Haley’s Voters Will Haunt Trump Until November
The former president crushed her among registered Republicans, but those who voted for her did so with a potent amount of side-eye for the MAGA king.
Win or lose, they still have a role to play.
Photographer: Joseph Prezioso/AFP via Getty Images
Former South Carolina Governor Nikki Haley lost the New Hampshire primary to Donald Trump by double digits Tuesday. It's hard to foresee Haley competing more aggressively, or with better results, in any state in the near future. She hasn't yet quit the field, but it appears to have quit her.

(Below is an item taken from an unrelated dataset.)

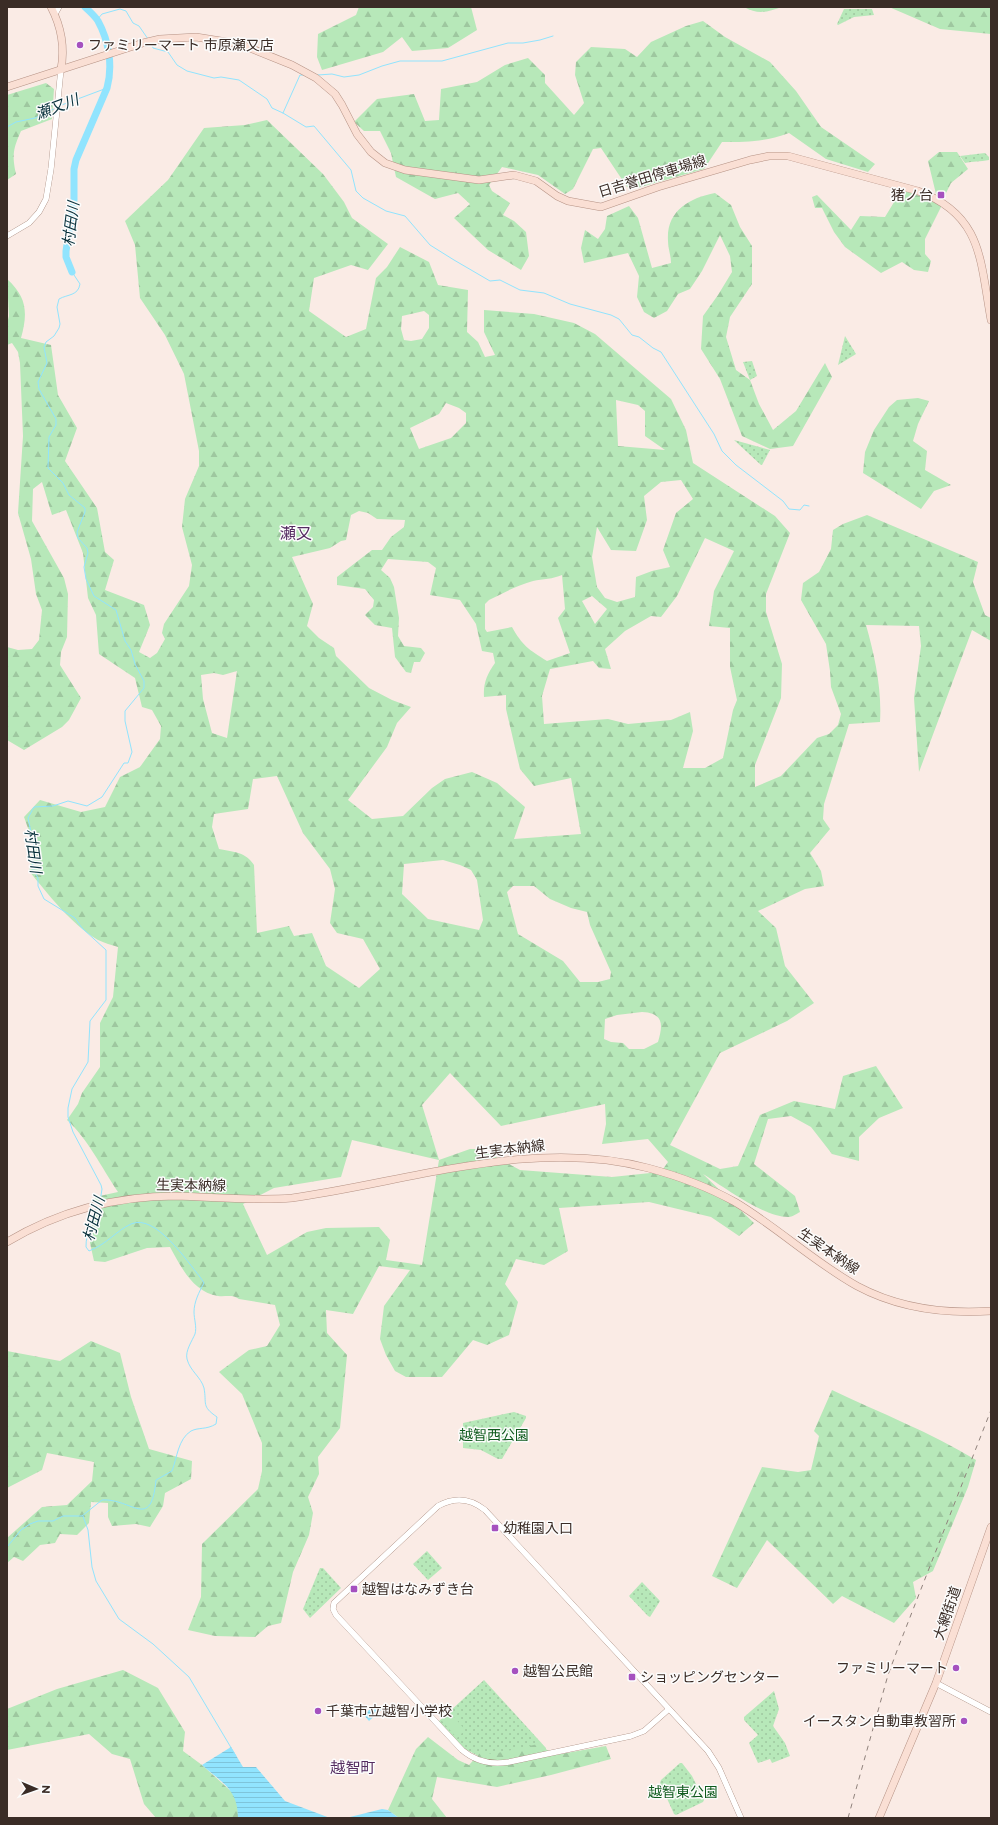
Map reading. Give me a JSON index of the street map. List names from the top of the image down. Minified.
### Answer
{"streets":{"main road":["日吉誉田停車場線","生実本納線","大網街道"]},"districts":["瀬又","越智町"],"water":["瀬又川","村田川"],"parks":["越智西公園","越智東公園"],"places":{"other":["ファミリーマート 市原瀬又店","ファミリーマート","越智公民館","千葉市立越智小学校","イースタン自動車教習所"],"transit":["猪ノ台","幼稚園入口","越智はなみずき台","ショッピングセンター"]},"north":"right"}
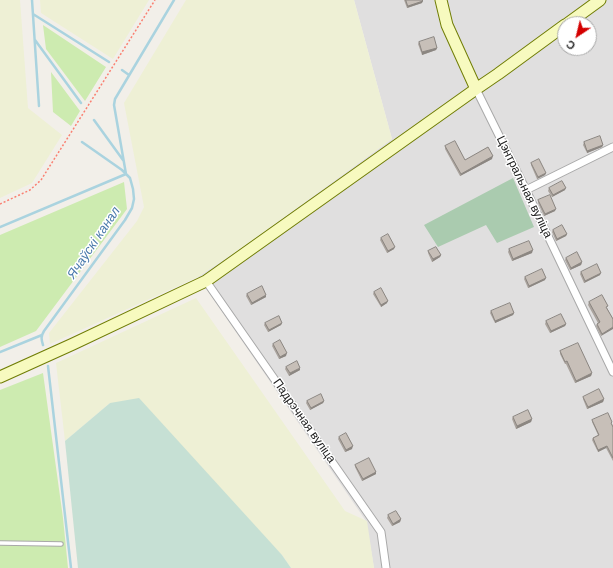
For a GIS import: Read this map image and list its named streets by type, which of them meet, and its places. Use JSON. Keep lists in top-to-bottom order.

Still, exit polls, along with dozens of interviews that I conducted with New Hampshire voters, suggest her campaign might have a lasting imprint just the same. Haley won independents by 24 points even as Trump crushed her among registered Republicans, winning them three to one. Republican voters love Trump. Some worship him. But those who supported Haley sometimes did so with a potent amount of side-eye for the MAGA king. In interviews as they left polling stations in southern New Hampshire, a few shook their heads in dismay about the state of the GOP —by which they meant the state of Trump. A "mess," one said. Others used the word "chaos"—as Haley often has—to describe the brand of politics they were fleeing when they embraced the former UN ambassador who served in the Trump administration.